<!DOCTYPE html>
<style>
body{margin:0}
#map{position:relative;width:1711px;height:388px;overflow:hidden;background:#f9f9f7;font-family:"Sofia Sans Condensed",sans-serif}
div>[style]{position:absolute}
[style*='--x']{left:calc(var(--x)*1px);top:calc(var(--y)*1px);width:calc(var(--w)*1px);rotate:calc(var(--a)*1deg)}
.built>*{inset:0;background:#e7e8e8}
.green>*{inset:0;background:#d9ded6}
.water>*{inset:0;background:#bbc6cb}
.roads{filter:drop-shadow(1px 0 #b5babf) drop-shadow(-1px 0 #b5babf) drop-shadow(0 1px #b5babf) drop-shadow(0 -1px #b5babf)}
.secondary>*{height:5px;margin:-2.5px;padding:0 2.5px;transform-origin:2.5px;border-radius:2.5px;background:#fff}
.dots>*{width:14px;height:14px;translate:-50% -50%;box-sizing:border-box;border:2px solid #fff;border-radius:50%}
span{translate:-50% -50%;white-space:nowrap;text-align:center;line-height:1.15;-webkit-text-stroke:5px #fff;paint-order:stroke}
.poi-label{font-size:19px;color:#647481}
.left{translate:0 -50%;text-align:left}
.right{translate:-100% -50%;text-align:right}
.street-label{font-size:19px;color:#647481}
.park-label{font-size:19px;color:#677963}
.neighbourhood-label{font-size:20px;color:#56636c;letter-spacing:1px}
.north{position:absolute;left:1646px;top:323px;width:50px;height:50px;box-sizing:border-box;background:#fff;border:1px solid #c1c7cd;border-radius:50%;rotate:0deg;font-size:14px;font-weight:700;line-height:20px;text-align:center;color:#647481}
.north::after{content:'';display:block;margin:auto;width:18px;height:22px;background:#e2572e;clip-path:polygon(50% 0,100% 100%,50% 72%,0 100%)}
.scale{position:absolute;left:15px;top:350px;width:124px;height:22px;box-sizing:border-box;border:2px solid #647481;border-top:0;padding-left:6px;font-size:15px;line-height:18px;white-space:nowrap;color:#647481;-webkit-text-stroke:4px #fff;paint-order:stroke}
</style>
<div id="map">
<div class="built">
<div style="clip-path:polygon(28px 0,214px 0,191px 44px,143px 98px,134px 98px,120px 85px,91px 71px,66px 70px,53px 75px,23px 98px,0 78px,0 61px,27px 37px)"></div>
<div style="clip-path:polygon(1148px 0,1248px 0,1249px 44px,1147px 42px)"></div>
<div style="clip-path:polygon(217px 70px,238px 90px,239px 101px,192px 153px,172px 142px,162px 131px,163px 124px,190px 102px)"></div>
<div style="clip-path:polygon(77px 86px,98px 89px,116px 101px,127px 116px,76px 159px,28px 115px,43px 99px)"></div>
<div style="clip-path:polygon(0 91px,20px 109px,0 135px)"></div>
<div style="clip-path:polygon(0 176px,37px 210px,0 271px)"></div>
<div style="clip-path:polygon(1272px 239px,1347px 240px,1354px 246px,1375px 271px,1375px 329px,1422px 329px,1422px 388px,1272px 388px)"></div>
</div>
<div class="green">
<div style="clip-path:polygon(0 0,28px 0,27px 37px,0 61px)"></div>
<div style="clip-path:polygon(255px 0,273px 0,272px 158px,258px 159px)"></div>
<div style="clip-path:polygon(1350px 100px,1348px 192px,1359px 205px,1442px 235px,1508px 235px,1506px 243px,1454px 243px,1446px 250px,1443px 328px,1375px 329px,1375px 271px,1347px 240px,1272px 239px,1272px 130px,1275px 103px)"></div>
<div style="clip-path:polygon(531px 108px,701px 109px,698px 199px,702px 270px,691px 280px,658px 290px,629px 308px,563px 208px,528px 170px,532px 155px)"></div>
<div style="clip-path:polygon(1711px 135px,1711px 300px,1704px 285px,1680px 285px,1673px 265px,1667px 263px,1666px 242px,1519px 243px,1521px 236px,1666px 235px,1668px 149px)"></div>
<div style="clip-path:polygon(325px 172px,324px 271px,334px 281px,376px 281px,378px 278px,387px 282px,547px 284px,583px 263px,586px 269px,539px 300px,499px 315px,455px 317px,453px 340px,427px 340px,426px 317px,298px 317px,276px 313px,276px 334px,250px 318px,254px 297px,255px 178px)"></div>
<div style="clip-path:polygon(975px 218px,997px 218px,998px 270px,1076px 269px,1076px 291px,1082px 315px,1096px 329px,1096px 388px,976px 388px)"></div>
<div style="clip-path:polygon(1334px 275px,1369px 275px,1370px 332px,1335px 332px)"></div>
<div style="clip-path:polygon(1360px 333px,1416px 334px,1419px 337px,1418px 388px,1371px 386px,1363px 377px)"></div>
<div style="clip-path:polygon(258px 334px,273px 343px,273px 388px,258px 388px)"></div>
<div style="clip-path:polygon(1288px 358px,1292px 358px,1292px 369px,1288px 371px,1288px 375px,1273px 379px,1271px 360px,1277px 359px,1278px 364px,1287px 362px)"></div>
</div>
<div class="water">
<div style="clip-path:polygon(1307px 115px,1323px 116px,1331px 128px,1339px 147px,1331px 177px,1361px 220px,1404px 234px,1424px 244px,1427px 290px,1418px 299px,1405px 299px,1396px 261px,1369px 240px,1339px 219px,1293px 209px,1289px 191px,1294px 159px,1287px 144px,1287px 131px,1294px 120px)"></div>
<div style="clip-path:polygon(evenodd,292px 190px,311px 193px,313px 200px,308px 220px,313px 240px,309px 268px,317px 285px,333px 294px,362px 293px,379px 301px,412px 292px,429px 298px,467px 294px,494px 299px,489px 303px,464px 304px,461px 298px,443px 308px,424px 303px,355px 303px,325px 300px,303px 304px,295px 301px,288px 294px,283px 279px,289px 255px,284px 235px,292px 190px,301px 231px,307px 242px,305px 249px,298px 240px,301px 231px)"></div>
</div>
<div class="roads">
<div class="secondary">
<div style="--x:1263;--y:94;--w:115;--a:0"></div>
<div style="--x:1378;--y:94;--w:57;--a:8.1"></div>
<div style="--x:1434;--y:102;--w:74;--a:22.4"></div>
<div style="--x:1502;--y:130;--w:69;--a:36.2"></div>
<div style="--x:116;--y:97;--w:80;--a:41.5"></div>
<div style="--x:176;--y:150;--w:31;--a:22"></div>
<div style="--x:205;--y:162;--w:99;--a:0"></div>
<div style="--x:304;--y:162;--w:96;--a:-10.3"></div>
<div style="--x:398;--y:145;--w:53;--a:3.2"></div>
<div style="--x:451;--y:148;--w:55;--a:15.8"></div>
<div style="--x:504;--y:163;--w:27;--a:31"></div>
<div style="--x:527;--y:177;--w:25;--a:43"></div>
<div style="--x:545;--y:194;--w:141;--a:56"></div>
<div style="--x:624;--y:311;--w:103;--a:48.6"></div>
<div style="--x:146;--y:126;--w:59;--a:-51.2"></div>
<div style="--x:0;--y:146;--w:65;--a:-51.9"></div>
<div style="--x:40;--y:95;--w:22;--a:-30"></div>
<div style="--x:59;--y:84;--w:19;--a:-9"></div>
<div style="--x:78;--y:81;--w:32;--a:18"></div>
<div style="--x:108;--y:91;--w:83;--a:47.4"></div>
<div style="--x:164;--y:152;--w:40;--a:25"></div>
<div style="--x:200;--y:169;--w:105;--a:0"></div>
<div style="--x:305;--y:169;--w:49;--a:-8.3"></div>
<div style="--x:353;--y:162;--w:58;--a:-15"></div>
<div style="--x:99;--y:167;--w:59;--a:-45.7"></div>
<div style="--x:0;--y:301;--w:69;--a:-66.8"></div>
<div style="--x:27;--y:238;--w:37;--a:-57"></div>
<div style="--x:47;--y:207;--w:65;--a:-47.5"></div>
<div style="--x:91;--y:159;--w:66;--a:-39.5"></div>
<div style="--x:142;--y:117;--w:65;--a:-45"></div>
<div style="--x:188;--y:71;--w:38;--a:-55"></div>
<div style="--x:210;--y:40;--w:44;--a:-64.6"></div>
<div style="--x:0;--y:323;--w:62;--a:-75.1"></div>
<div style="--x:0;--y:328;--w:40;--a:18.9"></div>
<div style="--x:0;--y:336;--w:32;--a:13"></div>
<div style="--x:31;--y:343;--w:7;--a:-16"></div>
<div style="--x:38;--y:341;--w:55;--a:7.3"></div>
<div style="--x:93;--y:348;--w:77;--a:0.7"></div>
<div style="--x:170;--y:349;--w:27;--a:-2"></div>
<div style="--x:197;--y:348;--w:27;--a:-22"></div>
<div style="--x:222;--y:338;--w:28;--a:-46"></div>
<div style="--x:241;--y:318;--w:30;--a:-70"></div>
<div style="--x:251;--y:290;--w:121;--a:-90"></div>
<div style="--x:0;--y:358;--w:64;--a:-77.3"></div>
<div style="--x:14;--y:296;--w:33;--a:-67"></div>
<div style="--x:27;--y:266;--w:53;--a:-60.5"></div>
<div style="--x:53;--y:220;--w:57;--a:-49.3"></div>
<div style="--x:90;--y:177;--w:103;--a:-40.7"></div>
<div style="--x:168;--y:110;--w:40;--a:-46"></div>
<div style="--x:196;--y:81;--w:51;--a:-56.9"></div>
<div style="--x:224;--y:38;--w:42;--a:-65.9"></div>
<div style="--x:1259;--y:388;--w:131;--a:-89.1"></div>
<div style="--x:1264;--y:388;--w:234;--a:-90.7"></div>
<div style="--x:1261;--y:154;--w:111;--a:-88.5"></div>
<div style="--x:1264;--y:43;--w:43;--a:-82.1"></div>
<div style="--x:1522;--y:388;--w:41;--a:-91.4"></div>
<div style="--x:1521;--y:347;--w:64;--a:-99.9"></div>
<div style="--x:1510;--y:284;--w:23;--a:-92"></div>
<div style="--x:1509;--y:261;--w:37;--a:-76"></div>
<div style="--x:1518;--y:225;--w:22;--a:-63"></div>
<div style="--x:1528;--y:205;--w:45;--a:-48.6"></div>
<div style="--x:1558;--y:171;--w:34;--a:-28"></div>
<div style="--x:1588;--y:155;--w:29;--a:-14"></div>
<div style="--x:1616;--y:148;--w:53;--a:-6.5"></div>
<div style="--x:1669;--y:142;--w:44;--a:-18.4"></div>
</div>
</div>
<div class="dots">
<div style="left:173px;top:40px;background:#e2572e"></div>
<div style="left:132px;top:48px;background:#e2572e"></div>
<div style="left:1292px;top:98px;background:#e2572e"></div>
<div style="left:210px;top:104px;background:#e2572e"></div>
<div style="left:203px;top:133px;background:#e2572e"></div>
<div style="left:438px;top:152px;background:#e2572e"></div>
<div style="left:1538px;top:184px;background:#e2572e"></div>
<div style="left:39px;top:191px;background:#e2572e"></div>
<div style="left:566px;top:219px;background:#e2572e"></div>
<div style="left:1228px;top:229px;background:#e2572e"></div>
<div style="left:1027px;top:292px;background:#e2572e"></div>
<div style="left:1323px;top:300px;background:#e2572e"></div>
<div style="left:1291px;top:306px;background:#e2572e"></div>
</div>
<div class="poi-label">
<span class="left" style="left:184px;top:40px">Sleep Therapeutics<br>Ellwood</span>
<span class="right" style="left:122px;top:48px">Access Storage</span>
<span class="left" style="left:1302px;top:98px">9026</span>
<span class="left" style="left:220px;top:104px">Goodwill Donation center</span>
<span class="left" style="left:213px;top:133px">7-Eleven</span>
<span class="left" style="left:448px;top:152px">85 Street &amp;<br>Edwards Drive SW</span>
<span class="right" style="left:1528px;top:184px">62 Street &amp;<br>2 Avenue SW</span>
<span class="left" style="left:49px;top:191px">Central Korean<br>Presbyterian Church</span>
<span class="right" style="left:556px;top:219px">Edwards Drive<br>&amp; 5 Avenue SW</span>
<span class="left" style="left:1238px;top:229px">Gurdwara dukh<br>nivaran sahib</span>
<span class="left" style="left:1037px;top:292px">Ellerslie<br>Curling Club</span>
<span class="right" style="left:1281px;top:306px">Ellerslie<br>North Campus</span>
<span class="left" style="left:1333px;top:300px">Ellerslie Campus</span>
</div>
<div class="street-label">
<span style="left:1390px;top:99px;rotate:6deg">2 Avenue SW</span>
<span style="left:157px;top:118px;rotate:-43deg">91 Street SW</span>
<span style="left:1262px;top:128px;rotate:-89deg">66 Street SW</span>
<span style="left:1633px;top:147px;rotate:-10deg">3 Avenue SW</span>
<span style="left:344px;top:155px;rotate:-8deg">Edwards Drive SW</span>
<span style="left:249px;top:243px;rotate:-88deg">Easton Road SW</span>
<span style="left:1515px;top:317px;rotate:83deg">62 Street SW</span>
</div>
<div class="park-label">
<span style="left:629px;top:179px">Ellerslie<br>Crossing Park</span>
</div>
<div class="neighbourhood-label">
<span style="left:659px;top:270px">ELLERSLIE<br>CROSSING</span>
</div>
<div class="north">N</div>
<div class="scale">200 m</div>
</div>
════════════════
TASK PROMPT:
When a line in the material above includes "roads", report that line by copying it.

WRITTEN SOLUTION:
.roads{filter:drop-shadow(1px 0 #b5babf) drop-shadow(-1px 0 #b5babf) drop-shadow(0 1px #b5babf) drop-shadow(0 -1px #b5babf)}
<div class="roads">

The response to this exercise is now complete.